Average Rating: 
Rating: - the first cut was better
i don't buy this "director's cut" business. despite what critics have panned as a "forced voice-over", there are some important descriptive narratives in the original theatrical release. when bryant refers to replicants as "skin jobs" and we understand the derogatory implications via voice over, this is all lost without the narrative. i want the original. plain and simple.
Rating: - Bring back 'voice-over narration'!!!!!!!!!!!
I'm afraid this movie has been ruined,like George Lucas's 'Star Wars' remake,with the add-ins,that weren't there in the movies first presentation. Even if the voice-over narration is seriously cheesy,the point is that it was there in that period of time,and now has been removed. I purposely give this a one 'star' because of the deletation of the narration,and please get rid of that 'Unicorn',please!
Rating: - Pondering Life
What if, as a person, you came into this world fully-grown, fully aware, experiencing life to its fullest -- but were to die in just a few years? In that time there could be no family, no grandchildren, and no debilitating diseases to signal the pending of one's demise.

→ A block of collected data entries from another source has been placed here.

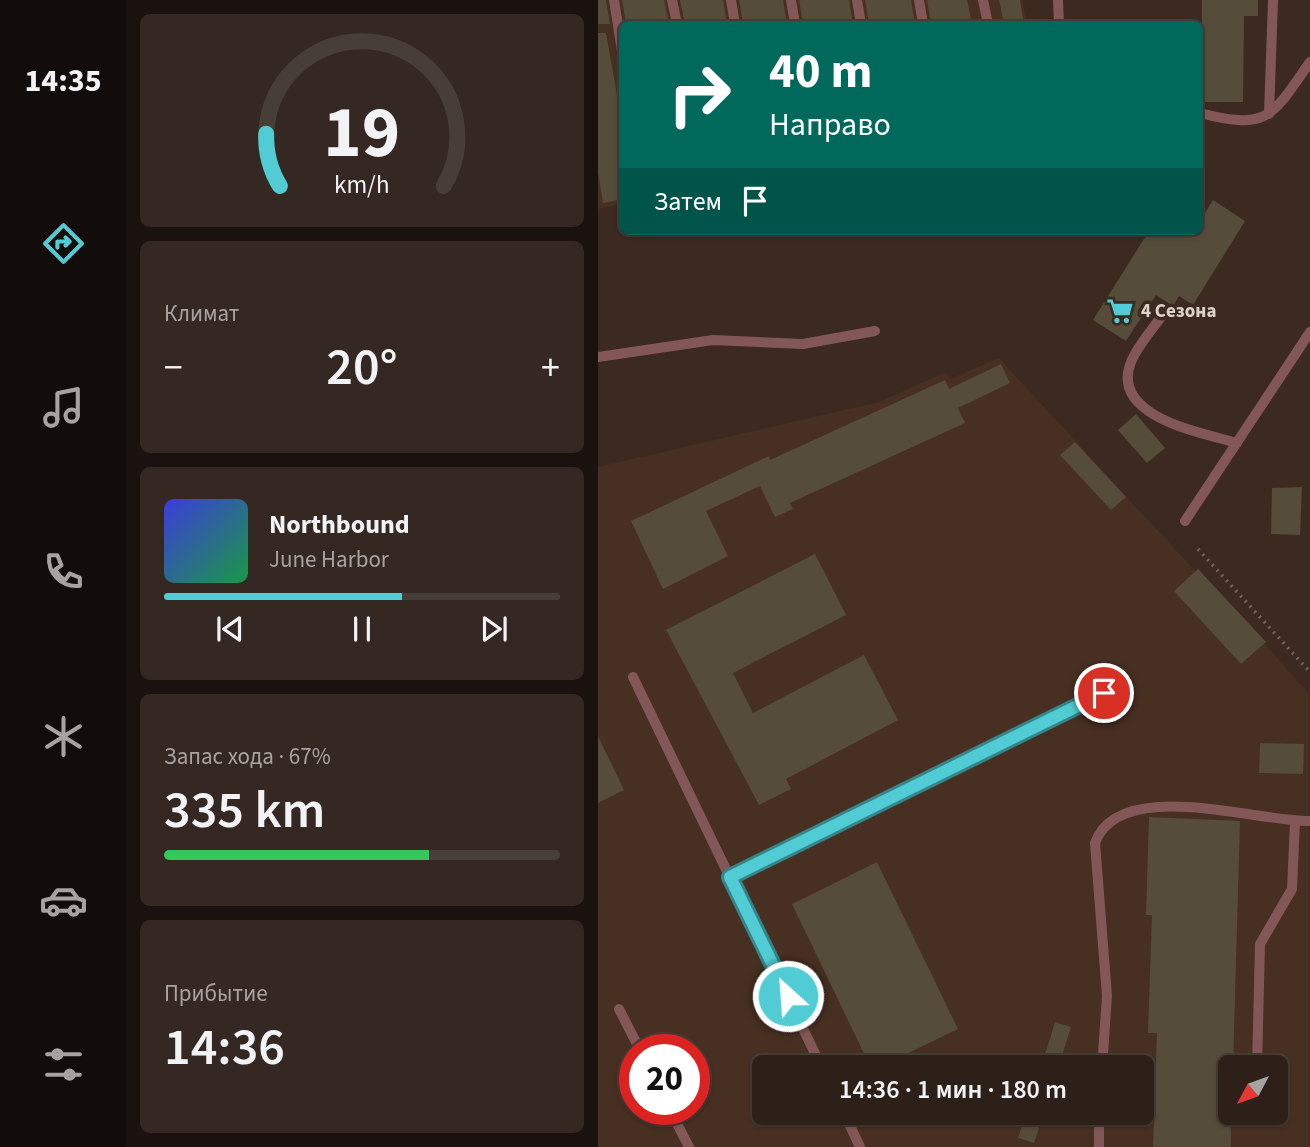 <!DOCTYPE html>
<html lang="ru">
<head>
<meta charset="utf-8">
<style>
	:root { --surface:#2d2019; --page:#352822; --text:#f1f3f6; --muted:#a7a3a2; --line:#483e38; --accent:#51ccd4 }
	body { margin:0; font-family:"Source Sans 3",sans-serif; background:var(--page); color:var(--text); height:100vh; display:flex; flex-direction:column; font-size:26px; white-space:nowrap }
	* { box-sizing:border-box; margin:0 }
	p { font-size:23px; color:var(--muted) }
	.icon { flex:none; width:38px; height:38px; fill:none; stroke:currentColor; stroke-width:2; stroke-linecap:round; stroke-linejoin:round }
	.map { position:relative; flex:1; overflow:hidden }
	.sheet { display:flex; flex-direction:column; gap:14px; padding:14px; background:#19120e; width:472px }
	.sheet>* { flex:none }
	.hud { position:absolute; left:21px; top:21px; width:584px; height:214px; border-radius:10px; box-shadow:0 2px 5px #0004,0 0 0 2px var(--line); background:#00695c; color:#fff; overflow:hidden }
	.needle { width:46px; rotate:229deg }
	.buttons { position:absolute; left:620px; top:1055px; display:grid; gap:14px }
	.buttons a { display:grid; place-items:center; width:70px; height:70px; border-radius:10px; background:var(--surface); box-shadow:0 2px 5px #0004,0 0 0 2px var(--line); font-size:35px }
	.speed { position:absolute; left:21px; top:1034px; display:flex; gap:14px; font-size:35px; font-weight:700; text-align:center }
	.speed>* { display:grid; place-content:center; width:91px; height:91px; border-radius:50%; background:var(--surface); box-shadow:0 2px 5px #0004,0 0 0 2px var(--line); line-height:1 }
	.speed .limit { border:10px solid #d22; background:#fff; color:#111 }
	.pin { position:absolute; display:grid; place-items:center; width:60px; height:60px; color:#fff; margin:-30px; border:4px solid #fff; border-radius:50%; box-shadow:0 2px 7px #0007 }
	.me { position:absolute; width:77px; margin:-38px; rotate:334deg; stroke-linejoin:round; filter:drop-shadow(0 0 5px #0008) }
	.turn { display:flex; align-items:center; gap:24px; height:147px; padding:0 35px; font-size:32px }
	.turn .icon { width:91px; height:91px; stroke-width:2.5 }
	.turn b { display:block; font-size:49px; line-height:60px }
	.then { display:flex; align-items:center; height:66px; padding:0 35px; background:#0003; gap:14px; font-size:26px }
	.big { font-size:52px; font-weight:600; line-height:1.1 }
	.sheet .widget { flex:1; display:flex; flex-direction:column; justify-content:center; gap:10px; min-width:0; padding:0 24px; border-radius:10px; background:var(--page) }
	.sheet .dial { align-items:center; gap:0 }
	.dial svg { height:182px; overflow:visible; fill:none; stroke:var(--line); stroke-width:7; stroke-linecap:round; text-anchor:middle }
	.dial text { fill:var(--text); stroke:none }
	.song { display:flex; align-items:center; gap:21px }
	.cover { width:84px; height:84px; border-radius:10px; background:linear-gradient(135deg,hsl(240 70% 55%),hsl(140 70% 35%)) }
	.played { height:7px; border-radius:4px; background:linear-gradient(90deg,var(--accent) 60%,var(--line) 60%) }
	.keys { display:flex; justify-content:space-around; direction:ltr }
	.heat { display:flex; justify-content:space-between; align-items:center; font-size:38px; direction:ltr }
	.charge { height:10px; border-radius:5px; background:linear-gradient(90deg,#34c759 67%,var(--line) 0) }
	.trip { position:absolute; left:154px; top:1055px; width:402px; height:70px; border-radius:10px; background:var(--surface); box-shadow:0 2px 5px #0004,0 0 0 2px var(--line); font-weight:600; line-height:70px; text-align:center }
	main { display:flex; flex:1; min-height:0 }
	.dock { display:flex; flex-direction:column; width:126px; justify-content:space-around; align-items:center; background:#120d0a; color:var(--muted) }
	.dock .icon { width:49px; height:49px }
	.dock .on { color:var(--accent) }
	.dock b { font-size:32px; color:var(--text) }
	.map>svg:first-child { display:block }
	.built { fill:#472f22; fill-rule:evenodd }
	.building { fill:#564c3a }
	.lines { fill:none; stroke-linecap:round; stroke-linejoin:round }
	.path { stroke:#73635b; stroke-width:3.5; stroke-dasharray:2 5; stroke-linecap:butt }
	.service { stroke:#835757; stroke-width:10 }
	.route-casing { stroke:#35858a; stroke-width:18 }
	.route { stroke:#51ccd4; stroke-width:12 }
	.labels { text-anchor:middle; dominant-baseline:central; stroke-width:7; stroke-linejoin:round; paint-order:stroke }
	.poi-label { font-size:19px; font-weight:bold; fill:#ddd1cb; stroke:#3c2a21; text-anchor:start }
</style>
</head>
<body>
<main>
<nav class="dock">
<b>14:35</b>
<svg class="icon on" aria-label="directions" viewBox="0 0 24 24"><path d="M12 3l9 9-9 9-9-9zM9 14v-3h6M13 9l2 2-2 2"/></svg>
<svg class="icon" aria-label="music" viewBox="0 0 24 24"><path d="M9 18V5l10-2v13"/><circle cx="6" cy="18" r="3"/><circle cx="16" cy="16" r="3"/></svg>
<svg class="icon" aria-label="phone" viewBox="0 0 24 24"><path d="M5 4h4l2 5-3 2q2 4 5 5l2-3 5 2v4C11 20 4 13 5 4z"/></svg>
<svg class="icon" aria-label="climate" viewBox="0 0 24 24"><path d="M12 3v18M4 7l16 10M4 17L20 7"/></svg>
<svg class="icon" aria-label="car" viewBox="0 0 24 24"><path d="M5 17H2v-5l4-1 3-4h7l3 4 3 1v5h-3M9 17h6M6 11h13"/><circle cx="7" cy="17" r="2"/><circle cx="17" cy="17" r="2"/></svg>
<svg class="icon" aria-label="filters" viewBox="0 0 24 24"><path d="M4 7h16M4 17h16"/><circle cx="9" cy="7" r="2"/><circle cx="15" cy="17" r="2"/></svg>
</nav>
<section class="sheet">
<div class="widget dial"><svg viewBox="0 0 100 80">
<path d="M14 69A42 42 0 1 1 86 69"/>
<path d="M14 69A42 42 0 0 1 8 46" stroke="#51ccd4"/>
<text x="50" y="56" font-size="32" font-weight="700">19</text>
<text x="50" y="72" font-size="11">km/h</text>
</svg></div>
<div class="widget"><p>Климат</p>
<div class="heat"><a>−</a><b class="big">20°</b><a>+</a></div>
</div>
<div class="widget">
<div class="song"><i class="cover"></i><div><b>Northbound</b><p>June Harbor</p></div></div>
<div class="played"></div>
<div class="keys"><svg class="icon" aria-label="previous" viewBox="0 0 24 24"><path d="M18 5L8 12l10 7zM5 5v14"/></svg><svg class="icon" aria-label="pause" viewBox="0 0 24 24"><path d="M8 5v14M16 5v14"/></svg><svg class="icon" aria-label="next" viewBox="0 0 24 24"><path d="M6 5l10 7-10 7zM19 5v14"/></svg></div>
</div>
<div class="widget"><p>Запас хода · 67%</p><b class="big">335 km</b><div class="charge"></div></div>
<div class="widget"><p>Прибытие</p><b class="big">14:36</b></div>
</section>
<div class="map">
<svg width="712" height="1147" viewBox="0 0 712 1147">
	<rect width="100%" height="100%" fill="#3c2a21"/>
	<path class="built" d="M0 0H424L429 24H24V204L0 209Z
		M401 358 597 571 600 569 711 694V1147H0V467L281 402 348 372 352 379ZM37 1050H96V1110H37ZM166 1068H544V1113H166ZM632 1068H677V1113H632Z"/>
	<path class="building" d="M0 0H8L12 24H0Z
		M24 0H66L71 24H28Z
		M82 0H125L129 24H87Z
		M141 0H185L189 24H145Z
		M201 0H251L255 24H205Z
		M267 0H313L317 24H271Z
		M329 0H369L374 24H333Z
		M401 0H422L426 24H406Z
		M604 0H660V16H646L645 102H603Z
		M0 33H8L24 123V199L5 203 0 173Z
		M615 200 647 221 595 305 581 296 575 306 558 295 528 341 495 320 551 231H602V221Z
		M403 364 412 383 360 408 367 423 192 503 195 509 177 517 162 486 108 511 130 556 65 589 33 521 171 456 172 460 347 380 351 389Z
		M538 414 567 448 549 463 520 430Z
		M477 442 528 497 513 510 462 455Z
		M704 487 702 535 673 534 674 488Z
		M217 554 248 615 135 673 155 713 266 655 300 720 188 779 193 789 161 805 68 630Z
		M600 569 668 642 643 664 576 591Z
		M0 736 26 790 0 803Z
		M662 743 706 744 705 774 661 773Z
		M551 817 642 821 635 1068H632L633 1147H555L559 1033H550L554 915H548Z
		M279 862 360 1029 279 1068H273L194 904Z
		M457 1022 473 1027 460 1068H443Z
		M428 1113H446L436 1143 420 1138Z"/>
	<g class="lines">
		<path class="path" d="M600 549 712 672"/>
		<path class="service" d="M16 0 24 51
			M74 0 79 24
			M133 0 137 24
			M193 0 197 24
			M259 0 263 24
			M321 0 325 24
			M385 0 390 24
			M460 0 461 24
			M602 113C671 131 674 116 712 62
			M671 114 675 0
			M563 317C553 331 539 347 533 362 511 417 605 433 639 443
			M0 357 115 340 205 344 277 331
			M587 521 712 332
			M35 677 224 1068
			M132 877 506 693
			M21 1009 42 1050
			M504 1068 509 996 497 843C521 776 659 822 712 821
			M659 1068 662 944 694 889 697 821
			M72 1110 91 1147
			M246 1113 262 1147
			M501 1147V1113"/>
	</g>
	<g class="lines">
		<g class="route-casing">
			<path id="route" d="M190 996 132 877 506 693"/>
		</g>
		<use href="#route" class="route"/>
	</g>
	<defs>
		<g id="supermarket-bare" transform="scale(2.1)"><path d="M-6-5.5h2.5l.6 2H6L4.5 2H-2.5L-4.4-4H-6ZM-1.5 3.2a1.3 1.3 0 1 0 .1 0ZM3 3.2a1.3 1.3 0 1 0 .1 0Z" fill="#51ccd4" stroke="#3c2a21" stroke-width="2.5" paint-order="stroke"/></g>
	</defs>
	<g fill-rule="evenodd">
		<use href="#supermarket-bare" x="522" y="311"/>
	</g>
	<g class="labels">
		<g class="poi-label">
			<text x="543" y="311">4 Сезона</text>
		</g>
	</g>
</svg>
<div class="buttons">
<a><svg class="needle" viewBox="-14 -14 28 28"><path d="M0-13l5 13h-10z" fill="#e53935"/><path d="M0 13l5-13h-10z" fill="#a7a3a2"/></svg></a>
</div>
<div class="speed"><div class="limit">20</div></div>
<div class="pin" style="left:506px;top:693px;background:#d93025"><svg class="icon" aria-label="arrive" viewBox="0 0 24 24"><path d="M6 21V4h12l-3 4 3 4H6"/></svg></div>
<svg class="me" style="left:190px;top:996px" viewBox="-20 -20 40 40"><circle r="17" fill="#51ccd4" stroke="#fff" stroke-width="3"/><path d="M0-11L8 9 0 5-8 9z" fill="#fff"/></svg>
<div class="trip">14:36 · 1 мин · 180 m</div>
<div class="hud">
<div class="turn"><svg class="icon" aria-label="right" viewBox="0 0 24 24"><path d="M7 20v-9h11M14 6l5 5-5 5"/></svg><div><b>40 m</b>Направо</div></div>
<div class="then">Затем<svg class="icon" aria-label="arrive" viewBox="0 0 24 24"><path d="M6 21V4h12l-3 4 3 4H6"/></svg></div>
</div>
</div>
</main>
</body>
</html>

The curtain would close - at the height of one's existence.What if, as a woman, you were also thrusted into the world fully developed -- mature physically, but an emotional novice - and that you allowed yourself to be molded to the satisfaction of your man's desires? It takes a while to get there, but that is what the movie 'Blade Runner' - based upon the novel "Do Androids Dream of Electric Sheep" by that classic sci-fi writer, Phillip K. Dick - is all about. The film, made in 1982, pictures life in Los Angeles in 2018. (Even though we're halfway there, we're not even close to achieving the technological advancements depicted.) Harrison Ford, much younger, is the hero. He is a "blade runner," someone who kills the replicants (fake humans relegated to other worlds) when they trespass on Earth. The special effects, although dated and looking like something out of 'Battlestar Galactica', are still excellent. The look of the movie is dark and brooding, like 'Alien', another of Ridley Scott's works. Three replicants come to Earth and Harrison goes to meet them. He kills a few, and falls in love with another. There's some erotically gruesome slow motion death scenes of beautiful, scantily-clad women (Daryl Hannah one of them) being shot in the back and in the gut, oozing innards a la Sam Peckinpah-style, which is ok since they're replicants. Rutger Hauer, who looks like Paul Newman, gives the most touching performance as he struggles to come to grips with the end. The movie is futuristic - but actually much deeper -- which is probably why it's achieved an almost cult-like status. This is a great feature if one wishes to ponder - the meaning of life itself. Don't miss it!